Hello everybody, I have been contracted by KohaLa to work on some GDPR requirements. The main idea is to "anonymize" patron's data but letting the library access the transactions' statistics. I am going to present you what I am planning to implement, in order to collect ideas and answers. There are the following steps I have in mind: 1. Pseudonymization [1] of patron's data 2. Improve deletion of patron related date (tables statistics, old_reserves, deletedborrowers) 3. Add the ability to remove data that have been pseudonymized I see 2 ways to achieve point 1: * We create 2 tables, 1 for the patrons, 1 for the transactions. - borrowers_anonymized will contain: hash_id, has_cardnumber, branchcode, creation_date, categorycode, bsort1, bsort2, [borrower_attributes] - transaction_anonymized will contain: hash_id, transaction_type, branchcode, itemnumber, holdingbranch, location, itemcallnumber, itemtype, timestamp hash_id will be generated using the borrowernumber and a key (that will be stored on the server, path in koha-conf) Pros: Easier to understand and manipulate as it follows existing structure.
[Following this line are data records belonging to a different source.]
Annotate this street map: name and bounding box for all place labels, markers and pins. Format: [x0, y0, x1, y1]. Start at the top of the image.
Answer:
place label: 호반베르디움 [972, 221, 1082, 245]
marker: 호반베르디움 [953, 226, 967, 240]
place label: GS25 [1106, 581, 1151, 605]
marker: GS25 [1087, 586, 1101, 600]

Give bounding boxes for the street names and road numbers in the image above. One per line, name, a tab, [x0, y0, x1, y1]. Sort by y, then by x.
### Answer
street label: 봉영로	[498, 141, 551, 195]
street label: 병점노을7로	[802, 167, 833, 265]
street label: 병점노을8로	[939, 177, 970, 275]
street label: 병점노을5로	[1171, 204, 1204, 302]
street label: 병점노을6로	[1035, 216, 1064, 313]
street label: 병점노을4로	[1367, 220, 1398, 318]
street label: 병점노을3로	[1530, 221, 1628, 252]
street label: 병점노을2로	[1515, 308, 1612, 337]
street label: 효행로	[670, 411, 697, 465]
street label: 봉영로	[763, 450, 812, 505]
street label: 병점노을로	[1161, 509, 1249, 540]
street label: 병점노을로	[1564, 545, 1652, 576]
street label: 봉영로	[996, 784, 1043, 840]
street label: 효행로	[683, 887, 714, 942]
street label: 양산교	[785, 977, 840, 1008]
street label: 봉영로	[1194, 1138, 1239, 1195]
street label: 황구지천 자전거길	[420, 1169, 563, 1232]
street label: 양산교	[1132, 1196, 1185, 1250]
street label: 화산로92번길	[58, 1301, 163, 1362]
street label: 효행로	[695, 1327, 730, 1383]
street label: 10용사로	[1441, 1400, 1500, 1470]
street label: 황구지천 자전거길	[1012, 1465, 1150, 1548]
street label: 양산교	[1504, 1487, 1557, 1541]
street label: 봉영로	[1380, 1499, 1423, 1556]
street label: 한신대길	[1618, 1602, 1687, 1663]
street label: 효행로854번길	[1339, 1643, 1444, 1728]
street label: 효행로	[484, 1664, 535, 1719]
We track patron's modifications (this is the most important part) Cons: tech part: new config, a new path have to be created (minor) * We create only 1 table, (nosql-like). It will contain the same data as previously, without the hash_id Pros: No new config. Data are never updated and we have the values when the transactions has been processed. Cons: Data are not updated :) About borrower_attributes, the initial specification asks for 2 attributes defined in a syspref. I think it should be configurable, with a join table (Pro: more flexible, Con: SQL requests more complex) I think we should have the 2 tables and keep a link between the anonymized_patrons and anonymized_transactions tables. What do you think? I am going to start the implementation very soon in order to plan an integration early in the 20.05 dev cycle. Regards, Jonathan [1] https://en.wikipedia.org/wiki/Pseudonymization
Hi Jonathan, I’m volunteer for debate about processes and anon tools and methods. I’m ready to be tester of bugs. Koha is GDPR ready but some points could be improved for easier everyday usage in libraries. Because if something is clear and easy everybody do it without fear and stress. Thank You Michal čt 21. 11. 2019 v 17:14 odesílatel Jonathan Druart < jonathan.druart@bugs.koha-community.org> napsal:
Hello everybody,
I have been contracted by KohaLa to work on some GDPR requirements. The main idea is to "anonymize" patron's data but letting the library access the transactions' statistics.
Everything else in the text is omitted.